EXERCISE AIM ::
Write out the lines of the records from the one containing "Task: Build a" to the very last, keeping each exactly as it is.

-- Opening Marker --

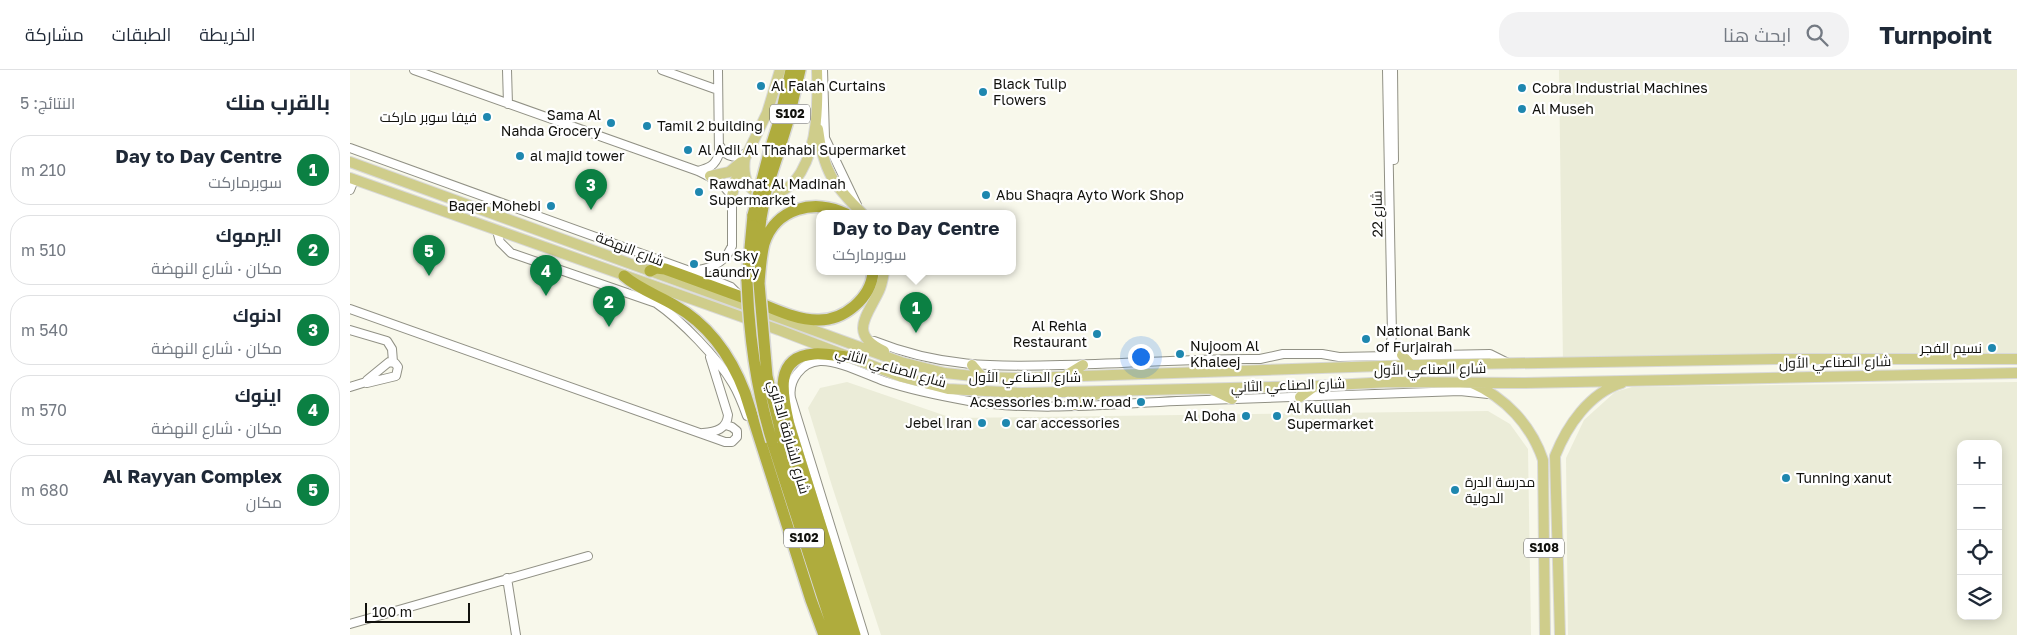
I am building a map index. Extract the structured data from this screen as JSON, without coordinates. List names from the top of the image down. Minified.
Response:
{"streets":{"highway":["S102","شارع الشارقة الدائري"],"main road":["شارع النهضة","شارع الصناعي الأول","S108"],"street":["شارع 22","شارع الصناعي الثاني"]},"crossings":[["S102","شارع الشارقة الدائري"],["شارع النهضة","شارع الصناعي الأول"],["شارع الصناعي الأول","S108"],["شارع الصناعي الثاني","S108"]],"places":["Al Falah Curtains","Cobra Industrial Machines","Black Tulip Flowers","Al Museh","فيفا سوبر ماركت","Sama Al Nahda Grocery","Tamil 2 building","Al Adil Al Thahabi Supermarket","al majid tower","Rawdhat Al Madinah Supermarket","Abu Shaqra Ayto Work Shop","Baqer Mohebi","Sun Sky Laundry","Al Rehla Restaurant","National Bank of Furjairah","نسيم الفجر","Nujoom Al Khaleej","Acsessories b.m.w. road","Al Doha","Al Kulliah Supermarket","Jebel Iran","car accessories","Tunning xanut","مدرسة الدرة الدولية"],"scale_bar":"100 m","page":{"header":"Turnpoint","search":"ابحث هنا","nav":["الخريطة","الطبقات","مشاركة"],"heading":["بالقرب منك","النتائج: 5"],"list":[{"mark":"1","name":"Day to Day Centre","note":"سوبرماركت","value":"210 m"},{"mark":"2","name":"اليرموك","note":"مكان · شارع النهضة","value":"510 m"},{"mark":"3","name":"ادنوك","note":"مكان · شارع النهضة","value":"540 m"},{"mark":"4","name":"اينوك","note":"مكان · شارع النهضة","value":"570 m"},{"mark":"5","name":"Al Rayyan Complex","note":"مكان","value":"680 m"}],"pins":["3","5","4","2","1"],"popup":["Day to Day Centre","سوبرماركت"],"map_buttons":["+","−"],"scale":"100 m"}}
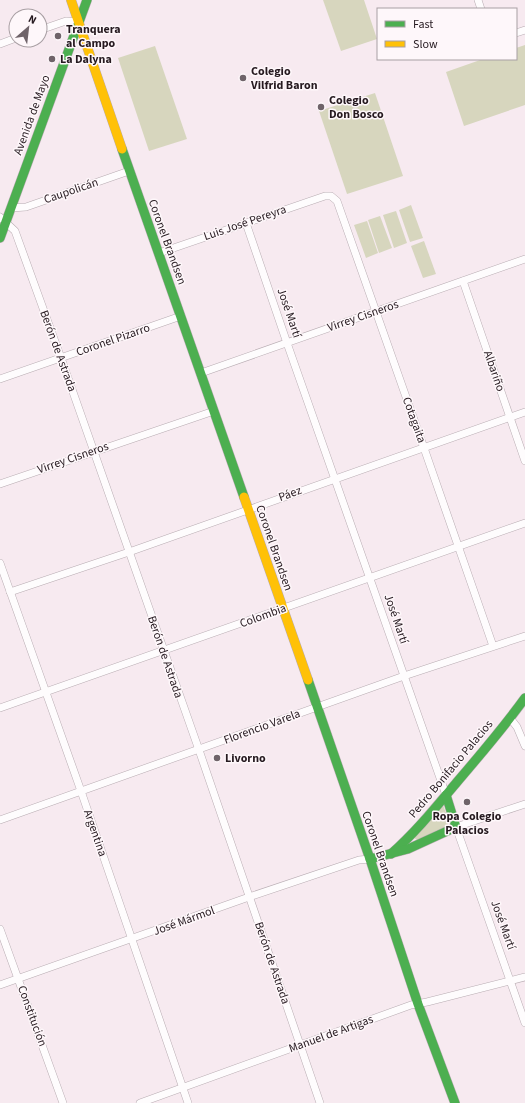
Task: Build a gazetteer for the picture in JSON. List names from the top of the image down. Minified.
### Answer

-- Closing Marker --

RESPONSE TO THIS EXERCISE ::
Task: Build a gazetteer for the picture in JSON. List names from the top of the image down. Minified.
### Answer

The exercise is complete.